• _TASK ITEM_: Retype every line from the start of the data down to and including the line with "position:absolute; right:12px; bottom:12px;". Skip the pictures.

• _DATA TO PROCESS_:
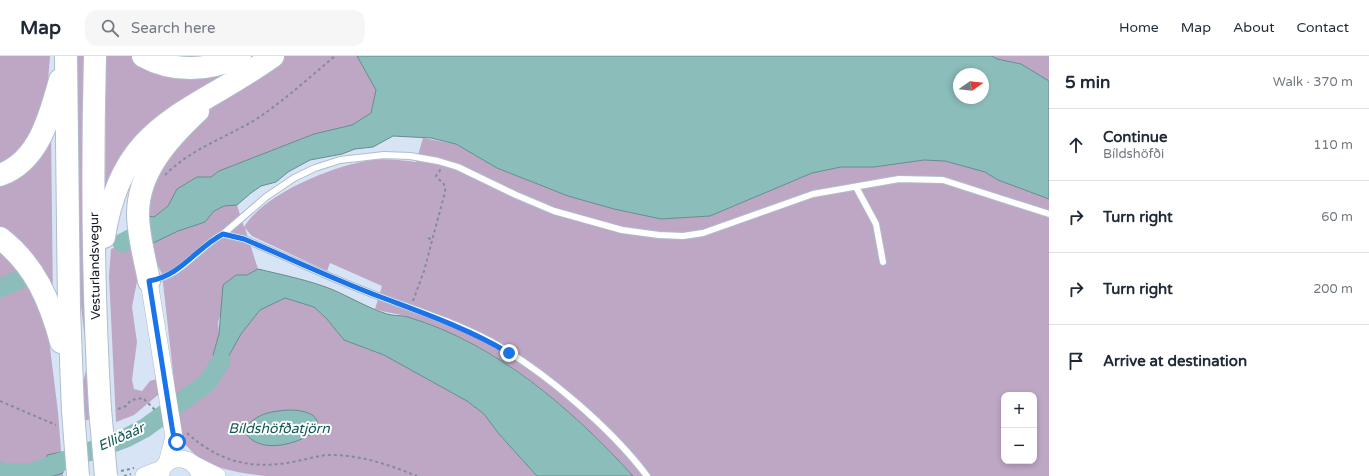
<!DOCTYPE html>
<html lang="en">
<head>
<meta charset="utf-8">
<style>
  :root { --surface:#fff; --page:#f6f6f7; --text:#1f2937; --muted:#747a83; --line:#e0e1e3 }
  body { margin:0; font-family:"Varela Round",sans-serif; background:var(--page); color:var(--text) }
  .controls { position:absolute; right:12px; bottom:12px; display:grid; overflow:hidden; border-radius:8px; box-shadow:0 2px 6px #0003 }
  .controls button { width:36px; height:36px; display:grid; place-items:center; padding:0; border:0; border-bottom:1px solid var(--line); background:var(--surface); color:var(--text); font:20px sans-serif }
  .compass { position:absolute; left:953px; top:12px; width:36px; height:36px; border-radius:50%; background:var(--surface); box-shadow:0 2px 6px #0003; rotate:76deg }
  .stop { position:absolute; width:12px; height:12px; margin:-9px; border:3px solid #1a73e8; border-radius:50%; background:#fff }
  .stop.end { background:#1a73e8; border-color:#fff; box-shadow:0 1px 4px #0008 }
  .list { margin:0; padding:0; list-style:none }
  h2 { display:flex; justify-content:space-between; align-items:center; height:52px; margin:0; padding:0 16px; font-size:17px }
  h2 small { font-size:13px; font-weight:400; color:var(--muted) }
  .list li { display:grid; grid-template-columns:26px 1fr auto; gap:12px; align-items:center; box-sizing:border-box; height:72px; padding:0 16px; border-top:1px solid var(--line) }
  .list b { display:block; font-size:15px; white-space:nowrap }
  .list p { margin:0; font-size:13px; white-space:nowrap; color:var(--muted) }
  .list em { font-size:13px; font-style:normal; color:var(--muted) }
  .icon { flex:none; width:22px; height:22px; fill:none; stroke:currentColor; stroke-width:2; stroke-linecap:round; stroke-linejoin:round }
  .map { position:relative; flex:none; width:1049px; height:420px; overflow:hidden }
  header { display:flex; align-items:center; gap:24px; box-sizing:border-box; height:56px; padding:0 20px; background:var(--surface); border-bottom:1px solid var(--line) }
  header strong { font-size:19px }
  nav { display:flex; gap:22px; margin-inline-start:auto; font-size:14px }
  .search { width:280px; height:36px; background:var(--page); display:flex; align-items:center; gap:10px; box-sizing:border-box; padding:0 14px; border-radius:12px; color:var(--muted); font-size:15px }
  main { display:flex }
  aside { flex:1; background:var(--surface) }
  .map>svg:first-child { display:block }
</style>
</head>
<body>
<header>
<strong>Map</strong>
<div class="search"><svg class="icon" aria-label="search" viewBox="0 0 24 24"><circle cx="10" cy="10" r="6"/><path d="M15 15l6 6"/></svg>Search here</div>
<nav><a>Home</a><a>Map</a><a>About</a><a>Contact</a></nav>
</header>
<main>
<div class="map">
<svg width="1049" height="420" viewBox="0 0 1049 420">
  <rect width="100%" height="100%" fill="#d7e4f6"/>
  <g fill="#bea7c5" fill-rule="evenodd">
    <polygon points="0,0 50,0 48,25 42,59 28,91 0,111"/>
    <polygon points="77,0 84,0 82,169 86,292 78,225 75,121"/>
    <polygon points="106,0 136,0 138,3 263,0 105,136"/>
    <polygon points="285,0 357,0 376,34 371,57 352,69 314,78 219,115 211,121 197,121 177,133 168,150 154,161 147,160 144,134 189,71 217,48"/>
    <polygon points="992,0 1049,0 1049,25 1021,8 997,3"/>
    <polygon points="51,72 53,246 0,176 0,125"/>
    <path d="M423 82 456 88 497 112 568 140 614 153 661 163 710 160 812 117 841 111H874L924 104 945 105 986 116 998 124 1049 143V420H633C582 364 520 307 450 277 436 271 422 265 408 261 397 257 386 257 375 253L382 230 330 207 327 215 252 180 245 172 258 213 247 219H236L218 266 219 278 213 299 227 303 241 278 260 254 285 242 314 251 326 262 344 284 384 299 467 345 484 358 499 378 537 420H265C233 416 195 411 180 379L162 218 155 204 151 188 178 175 205 166 214 155 224 150 237 149 244 171C265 137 333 110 371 104 385 102 402 104 416 106ZM1004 339H1034V405H1004Z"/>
    <polygon points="134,184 140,210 132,251 137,286 132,324 134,333 142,335 150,325 157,323 159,338 134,359 116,366 109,220 111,193"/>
    <polygon points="0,189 11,197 46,260 58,356 63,420 0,420"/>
    <polygon points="87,311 90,363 85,365 82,330"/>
  </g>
  <g fill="#8bbdba" stroke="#688c8c" fill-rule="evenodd">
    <path d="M357 0H992L997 3 1021 8 1049 25V143L998 124 985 116 945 105 924 104 874 111H841L812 117 710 160 661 163 614 153 568 140 497 112 456 88 431 82 393 80 373 91 355 93 342 98 310 104 288 116 276 126 261 130 251 137 237 149 224 150 214 155 205 166 178 175 151 188 147 160 154 161 168 150 177 133 197 121H211L219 115 314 78 352 69 371 57 376 34ZM959 18H983V42H959Z"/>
    <path d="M258 213C283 219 308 224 331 233 350 241 368 252 387 258 393 260 401 259 408 261 497 288 571 352 633 420H537L499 378 484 358 467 345 384 299 344 284 326 262 314 251 285 242 260 254 241 278 227 303 221 305 213 299 219 278 223 229 236 219H247Z"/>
    <polygon points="16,223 18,229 0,238 0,225"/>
    <path d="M288 354C300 354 322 356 317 374 301 387 263 399 247 379L248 369C258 357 274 355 288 354Z"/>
    <polygon points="61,396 63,417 54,420 0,420 0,407 34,412 46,405 47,399"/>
  </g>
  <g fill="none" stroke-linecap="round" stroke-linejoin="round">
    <g stroke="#8bbdba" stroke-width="19">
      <polyline points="122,187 153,171"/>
      <polyline points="0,232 19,224"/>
      <polyline points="0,416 31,417 126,382 145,372 207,327 221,305"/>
    </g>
    <defs>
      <g id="lane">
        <polyline points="856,131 876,168 883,206"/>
        <polyline points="223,178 266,141 294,122 315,112 340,104 384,99 410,100 438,105 458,111 516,139 554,155 622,174 659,179 683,180 703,177 813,138 899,123 943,124 1049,158"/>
        <path d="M152 224C182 220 198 191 223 178L244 183C289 202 332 223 378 240 415 254 454 266 490 285 543 314 611 372 647 420"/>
      </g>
      <g id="secondary">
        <polyline points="149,225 174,381 167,407"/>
        <polyline points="195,409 217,420"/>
        <polyline points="144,420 162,413"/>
        <path d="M160 420C164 396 195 398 200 420"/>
      </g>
      <g id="highway">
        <polyline points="66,0 69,253 73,355"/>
        <path d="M95 0C92 117 93 236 100 353"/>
        <path d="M143 0C174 17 209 15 240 0"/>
        <path d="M0 119C39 105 50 60 60 24"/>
        <path d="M104 181C122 64 190 60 273 0"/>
        <path d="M0 182C35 209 50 245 61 286"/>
        <path d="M149 225C145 203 138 180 138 158 138 116 168 83 198 55"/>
      </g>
    </defs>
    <use href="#lane" stroke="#b0bdcd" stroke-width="8"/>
    <use href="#secondary" stroke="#b0bdcd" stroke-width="18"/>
    <use href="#highway" stroke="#b0bdcd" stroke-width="24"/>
    <g stroke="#838c99" stroke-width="2" stroke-dasharray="3 3" stroke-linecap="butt">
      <path d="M165 119C193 91 229 81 261 60 287 42 311 20 335 0"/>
      <polyline points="428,182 433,184"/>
      <path d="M413 245 424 215 445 136C446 126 441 127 436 120L441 113"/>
      <polyline points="0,345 56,369"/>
      <polyline points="118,353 126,350 131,344 143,342 156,355"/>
      <path d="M187 377C218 405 250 414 292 406 305 404 318 399 331 399 362 399 389 409 417 420"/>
      <polyline points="121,415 134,412"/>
      <polyline points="124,420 131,418"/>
    </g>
    <use href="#lane" stroke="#fff" stroke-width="6"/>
    <use href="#secondary" stroke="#fff" stroke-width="17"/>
    <use href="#highway" stroke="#fff" stroke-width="22"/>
    <defs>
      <g id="highway-bridge">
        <polyline points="100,353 106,420"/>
        <polyline points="73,355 78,420"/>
      </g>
    </defs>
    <use href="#highway-bridge" stroke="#b0bdcd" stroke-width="24" stroke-linecap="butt"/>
    <use href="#highway-bridge" stroke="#fff" stroke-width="22"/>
  </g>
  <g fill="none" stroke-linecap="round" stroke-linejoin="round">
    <path stroke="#1a73e8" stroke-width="5" d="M177 386 174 382 172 371 149 225C181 220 196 192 223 178L244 183C289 202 333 223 378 240 423 257 467 272 509 297"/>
  </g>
  <g text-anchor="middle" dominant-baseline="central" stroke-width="4" stroke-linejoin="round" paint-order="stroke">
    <g font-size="13" fill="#171b21" stroke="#fff">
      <text transform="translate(95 210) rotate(-91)">Vesturlandsvegur</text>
    </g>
    <g font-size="14" font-style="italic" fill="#105755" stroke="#fff">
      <text x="279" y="372">Bíldshöfðatjörn</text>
      <text transform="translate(121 381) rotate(-24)">Elliðaár</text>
    </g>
  </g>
</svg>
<div class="controls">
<button>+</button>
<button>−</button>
</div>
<svg class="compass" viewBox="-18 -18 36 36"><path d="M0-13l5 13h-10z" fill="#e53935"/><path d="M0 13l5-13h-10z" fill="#747a83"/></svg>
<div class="stop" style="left:177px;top:386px"></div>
<div class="stop end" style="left:509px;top:297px"></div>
</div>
<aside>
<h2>5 min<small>Walk · 370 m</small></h2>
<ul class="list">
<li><svg class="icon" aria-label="ahead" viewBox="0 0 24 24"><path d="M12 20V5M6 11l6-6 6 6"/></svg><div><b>Continue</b><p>Bíldshöfði</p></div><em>110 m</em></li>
<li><svg class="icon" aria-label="right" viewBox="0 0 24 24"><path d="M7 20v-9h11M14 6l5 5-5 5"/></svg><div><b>Turn right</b></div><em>60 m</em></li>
<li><svg class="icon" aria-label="right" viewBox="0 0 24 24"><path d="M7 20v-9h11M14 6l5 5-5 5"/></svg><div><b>Turn right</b></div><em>200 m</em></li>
<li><svg class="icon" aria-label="arrive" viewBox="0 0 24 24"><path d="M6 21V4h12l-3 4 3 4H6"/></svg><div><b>Arrive at destination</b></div></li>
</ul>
</aside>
</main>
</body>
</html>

• _RESPONSE TO THE EXERCISE_:
<!DOCTYPE html>
<html lang="en">
<head>
<meta charset="utf-8">
<style>
  :root { --surface:#fff; --page:#f6f6f7; --text:#1f2937; --muted:#747a83; --line:#e0e1e3 }
  body { margin:0; font-family:"Varela Round",sans-serif; background:var(--page); color:var(--text) }
  .controls { position:absolute; right:12px; bottom:12px; display:grid; overflow:hidden; border-radius:8px; box-shadow:0 2px 6px #0003 }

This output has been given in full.